Pattern: Butterick 9690 - dress with a full skirt, a shirred surplice bodice and a shirred cummerbund.
Size: Size Junior 11 - bust 31", waist 24.5", hip 33.5"
I used a black polyester eyelet fabric from Timmel Fabrics (this was my required purchase). This fabric is fairly sheer and it has a wonderful drape. It was perfect for this project.
A few months ago, I saw this dress for sale at Vintageous and instantly fell in love with it. As usual I am drawn to full skirted dresses, as they tend to look better on me than a slim skirt. I also really like empire waistlines. My only misgiving with this style of dress is the surplice bodice - I have a very small chest and V-necks sometimes make me look a tad bony in the collar bone region. However, this dress spoke so loudly to me that I couldn't get it out of my mind. When I saw Butterick 9690 for sale on eBay, I knew it was fate.

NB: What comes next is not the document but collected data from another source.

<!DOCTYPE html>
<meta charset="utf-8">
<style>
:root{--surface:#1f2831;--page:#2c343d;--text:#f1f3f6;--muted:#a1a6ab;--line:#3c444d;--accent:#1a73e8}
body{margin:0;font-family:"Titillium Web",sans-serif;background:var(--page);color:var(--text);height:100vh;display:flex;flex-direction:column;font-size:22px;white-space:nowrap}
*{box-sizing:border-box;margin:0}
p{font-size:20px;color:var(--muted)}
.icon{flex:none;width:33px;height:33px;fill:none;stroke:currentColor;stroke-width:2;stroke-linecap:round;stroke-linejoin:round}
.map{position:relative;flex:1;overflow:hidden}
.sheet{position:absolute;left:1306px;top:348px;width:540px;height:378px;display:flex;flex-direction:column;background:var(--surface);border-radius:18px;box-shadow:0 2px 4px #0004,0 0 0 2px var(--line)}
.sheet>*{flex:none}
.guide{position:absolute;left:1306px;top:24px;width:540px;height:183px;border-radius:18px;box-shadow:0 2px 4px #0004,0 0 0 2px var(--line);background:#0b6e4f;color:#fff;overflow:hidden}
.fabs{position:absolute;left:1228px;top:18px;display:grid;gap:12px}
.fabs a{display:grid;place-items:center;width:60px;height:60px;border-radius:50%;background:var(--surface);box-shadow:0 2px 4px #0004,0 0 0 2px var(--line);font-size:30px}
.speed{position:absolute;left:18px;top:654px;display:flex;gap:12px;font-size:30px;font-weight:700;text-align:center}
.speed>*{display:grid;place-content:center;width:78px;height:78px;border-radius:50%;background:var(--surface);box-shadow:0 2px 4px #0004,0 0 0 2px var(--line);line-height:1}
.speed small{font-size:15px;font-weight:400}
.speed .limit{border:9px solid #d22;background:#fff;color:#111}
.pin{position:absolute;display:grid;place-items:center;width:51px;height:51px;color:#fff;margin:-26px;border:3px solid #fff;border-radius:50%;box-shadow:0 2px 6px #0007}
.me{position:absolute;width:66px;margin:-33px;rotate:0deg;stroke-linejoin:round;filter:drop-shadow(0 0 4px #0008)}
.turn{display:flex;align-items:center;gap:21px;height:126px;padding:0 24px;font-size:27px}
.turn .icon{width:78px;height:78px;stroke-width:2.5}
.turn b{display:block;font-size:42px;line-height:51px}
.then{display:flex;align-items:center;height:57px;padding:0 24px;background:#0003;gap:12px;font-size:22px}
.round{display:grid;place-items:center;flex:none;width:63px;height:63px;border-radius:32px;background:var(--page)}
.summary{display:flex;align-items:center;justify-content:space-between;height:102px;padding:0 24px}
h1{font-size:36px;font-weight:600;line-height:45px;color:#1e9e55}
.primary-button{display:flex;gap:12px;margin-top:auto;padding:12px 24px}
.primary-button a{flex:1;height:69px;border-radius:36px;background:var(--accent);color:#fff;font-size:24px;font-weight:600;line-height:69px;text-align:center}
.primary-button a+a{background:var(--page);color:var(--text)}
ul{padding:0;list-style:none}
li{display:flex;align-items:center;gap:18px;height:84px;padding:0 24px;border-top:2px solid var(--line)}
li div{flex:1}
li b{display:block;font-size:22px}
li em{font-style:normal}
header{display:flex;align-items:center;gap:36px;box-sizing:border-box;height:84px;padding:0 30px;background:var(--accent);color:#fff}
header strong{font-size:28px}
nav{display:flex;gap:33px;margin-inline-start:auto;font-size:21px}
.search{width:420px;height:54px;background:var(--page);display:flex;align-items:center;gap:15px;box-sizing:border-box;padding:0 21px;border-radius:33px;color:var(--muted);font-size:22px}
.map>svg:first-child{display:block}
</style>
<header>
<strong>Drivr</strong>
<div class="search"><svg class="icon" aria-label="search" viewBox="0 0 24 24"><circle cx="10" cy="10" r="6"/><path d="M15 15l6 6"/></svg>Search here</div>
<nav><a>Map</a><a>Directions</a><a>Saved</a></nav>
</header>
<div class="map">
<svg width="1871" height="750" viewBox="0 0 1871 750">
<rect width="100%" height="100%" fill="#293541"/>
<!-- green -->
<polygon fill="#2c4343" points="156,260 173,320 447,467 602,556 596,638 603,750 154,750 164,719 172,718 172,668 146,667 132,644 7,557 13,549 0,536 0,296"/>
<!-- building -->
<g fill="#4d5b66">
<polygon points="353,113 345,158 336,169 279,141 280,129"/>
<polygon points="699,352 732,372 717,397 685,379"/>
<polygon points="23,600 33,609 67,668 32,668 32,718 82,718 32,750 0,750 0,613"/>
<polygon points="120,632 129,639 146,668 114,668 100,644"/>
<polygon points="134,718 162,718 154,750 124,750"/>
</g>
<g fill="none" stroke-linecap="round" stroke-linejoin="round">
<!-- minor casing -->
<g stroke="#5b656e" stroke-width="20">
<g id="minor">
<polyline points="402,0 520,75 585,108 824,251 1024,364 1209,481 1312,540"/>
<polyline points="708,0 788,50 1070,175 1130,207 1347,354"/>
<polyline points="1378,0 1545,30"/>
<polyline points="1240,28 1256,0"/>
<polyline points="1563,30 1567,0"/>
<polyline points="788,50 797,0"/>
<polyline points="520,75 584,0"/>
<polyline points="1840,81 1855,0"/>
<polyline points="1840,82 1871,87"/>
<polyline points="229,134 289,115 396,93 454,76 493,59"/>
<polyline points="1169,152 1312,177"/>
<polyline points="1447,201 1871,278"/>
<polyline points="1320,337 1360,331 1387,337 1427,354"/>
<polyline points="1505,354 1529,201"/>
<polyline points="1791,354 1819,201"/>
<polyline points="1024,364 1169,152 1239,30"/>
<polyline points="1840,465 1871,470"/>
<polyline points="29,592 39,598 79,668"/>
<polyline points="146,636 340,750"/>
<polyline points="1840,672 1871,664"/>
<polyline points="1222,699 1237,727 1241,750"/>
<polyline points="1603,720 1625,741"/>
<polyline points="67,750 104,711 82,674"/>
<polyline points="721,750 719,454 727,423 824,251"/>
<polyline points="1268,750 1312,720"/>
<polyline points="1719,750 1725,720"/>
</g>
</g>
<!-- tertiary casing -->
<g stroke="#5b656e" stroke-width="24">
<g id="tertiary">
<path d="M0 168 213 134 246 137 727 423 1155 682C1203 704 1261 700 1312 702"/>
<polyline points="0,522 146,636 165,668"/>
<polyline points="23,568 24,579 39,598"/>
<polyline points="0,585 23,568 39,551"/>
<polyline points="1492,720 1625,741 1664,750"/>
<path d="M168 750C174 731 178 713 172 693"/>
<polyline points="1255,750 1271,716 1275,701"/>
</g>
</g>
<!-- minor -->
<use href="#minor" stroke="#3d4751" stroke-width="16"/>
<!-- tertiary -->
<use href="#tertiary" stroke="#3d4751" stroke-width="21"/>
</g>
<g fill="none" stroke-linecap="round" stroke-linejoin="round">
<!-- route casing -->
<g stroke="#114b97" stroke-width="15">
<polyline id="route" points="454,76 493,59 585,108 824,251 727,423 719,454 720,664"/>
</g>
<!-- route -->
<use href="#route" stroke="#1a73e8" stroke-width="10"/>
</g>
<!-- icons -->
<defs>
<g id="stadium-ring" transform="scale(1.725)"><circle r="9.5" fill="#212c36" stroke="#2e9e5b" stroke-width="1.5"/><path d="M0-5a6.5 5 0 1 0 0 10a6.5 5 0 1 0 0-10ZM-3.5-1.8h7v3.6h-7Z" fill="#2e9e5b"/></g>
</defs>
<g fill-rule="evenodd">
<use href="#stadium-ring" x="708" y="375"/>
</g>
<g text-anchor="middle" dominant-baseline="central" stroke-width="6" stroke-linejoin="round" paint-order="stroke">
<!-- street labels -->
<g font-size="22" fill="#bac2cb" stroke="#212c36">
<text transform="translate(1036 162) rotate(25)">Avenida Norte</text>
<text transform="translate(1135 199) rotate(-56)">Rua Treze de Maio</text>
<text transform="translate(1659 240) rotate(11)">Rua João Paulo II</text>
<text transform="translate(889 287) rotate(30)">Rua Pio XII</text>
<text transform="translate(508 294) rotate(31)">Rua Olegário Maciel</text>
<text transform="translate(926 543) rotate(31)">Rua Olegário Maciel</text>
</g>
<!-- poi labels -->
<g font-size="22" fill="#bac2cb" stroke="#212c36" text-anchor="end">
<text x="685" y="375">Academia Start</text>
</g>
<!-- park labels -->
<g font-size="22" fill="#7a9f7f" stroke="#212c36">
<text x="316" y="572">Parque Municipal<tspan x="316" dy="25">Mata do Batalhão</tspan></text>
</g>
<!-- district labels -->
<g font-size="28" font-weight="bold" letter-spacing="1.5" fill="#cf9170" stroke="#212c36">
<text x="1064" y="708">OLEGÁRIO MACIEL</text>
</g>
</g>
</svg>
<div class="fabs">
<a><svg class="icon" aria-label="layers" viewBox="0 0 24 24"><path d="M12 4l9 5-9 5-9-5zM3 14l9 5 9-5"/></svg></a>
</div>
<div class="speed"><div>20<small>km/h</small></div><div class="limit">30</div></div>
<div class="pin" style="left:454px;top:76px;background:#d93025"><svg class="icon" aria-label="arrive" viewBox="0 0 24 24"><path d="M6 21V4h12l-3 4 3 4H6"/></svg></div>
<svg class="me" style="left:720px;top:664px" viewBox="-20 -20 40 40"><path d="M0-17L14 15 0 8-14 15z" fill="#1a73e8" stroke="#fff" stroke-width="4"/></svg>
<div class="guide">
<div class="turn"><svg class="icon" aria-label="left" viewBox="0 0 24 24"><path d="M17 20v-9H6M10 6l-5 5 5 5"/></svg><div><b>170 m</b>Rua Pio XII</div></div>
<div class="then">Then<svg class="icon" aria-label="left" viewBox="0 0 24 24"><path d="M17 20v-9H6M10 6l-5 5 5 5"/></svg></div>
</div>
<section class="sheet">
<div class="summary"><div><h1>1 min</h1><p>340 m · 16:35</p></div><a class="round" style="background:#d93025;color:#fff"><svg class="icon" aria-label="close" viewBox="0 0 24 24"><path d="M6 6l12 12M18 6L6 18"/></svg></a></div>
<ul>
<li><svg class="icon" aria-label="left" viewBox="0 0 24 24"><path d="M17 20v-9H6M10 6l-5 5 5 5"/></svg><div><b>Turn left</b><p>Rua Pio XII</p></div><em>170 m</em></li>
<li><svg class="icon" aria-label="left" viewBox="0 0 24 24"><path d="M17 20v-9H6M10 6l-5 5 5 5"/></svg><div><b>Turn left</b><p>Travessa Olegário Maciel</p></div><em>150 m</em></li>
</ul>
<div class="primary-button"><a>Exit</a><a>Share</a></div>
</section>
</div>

P.S. I was surfing around Fabric.com the other day and saw two chiffon fabrics in coordinating greens. I may just buy some for the next version of this dress.
Comments: Although the inspiration dress has the most amazing olive green skirt and cummerbund, topped by a lime green bodice, I was unable to find similar fabric. As well, I had pretty much planned out my SWAP and still had not decided on my required purchase from Timmel Fabrics. Julie (the proprietress) sells amazing casual and career fabrics, but not a lot of formal wear fabrics, so I was stumped. Then I saw the sheer eyelet fabric on her site. I don't normally wear much black, but I think every girl should have at least one little black dress in her closet. The eyelet seemed perfect for this project.
Although the eyelet is lightweight, it is not slippery, so cutting out was quite easy. In constructing the skirt, I used narrow french seams. To do this, I stitched the fabric, wrong sides together, with a 1/8" seam. This seam was pressed to one side and the fabric was turned right sides together along the seam. A second seam, 1/4" wide is sewn to enclose the raw edges of the first seam. The completed seam is then pressed to one side. Unfortunately, my pictures of this process are indiscernible due to the black fabric - if you would like a tutorial with photos go here. The measurements used for the two seams in this tutorial are different than I used, but the concept is the same.
Because the fabric is sheer I decided to underline the bodice with self fabric (since I had some left over after cutting). Each bodice piece was matched up with a underlining piece and the two were joined together using 1/4" seams and then the combo was treated as a single piece of fabric. The shoulder and lower bust shirring is accomplished by using a machine basting stitch and then pulling the thread to gather the area. When the area was pulled to the desired length and the gathers distributed in a pleasing manner, a line of regular stitching secures the shirring. The front criss-cross and the back V-neck are finished with a 1.25" self facing. I turned under 1/4" at the inner edge and hand sewed it to the underlining. It gives the inside of the dress a clean look.
The cummerbund is created by gathering a large piece of fabric onto a stay. The stay does exactly what it sounds like, it makes the large piece of gathered cummerbund fabric "stay" in place. When the front and back cummerbund are completed, they are sewn to the bodice, which was then attached to the skirt.
At this point, I still need to insert the zipper and hem the skirt. I hope to get to it before the weekend and then post a photo or two.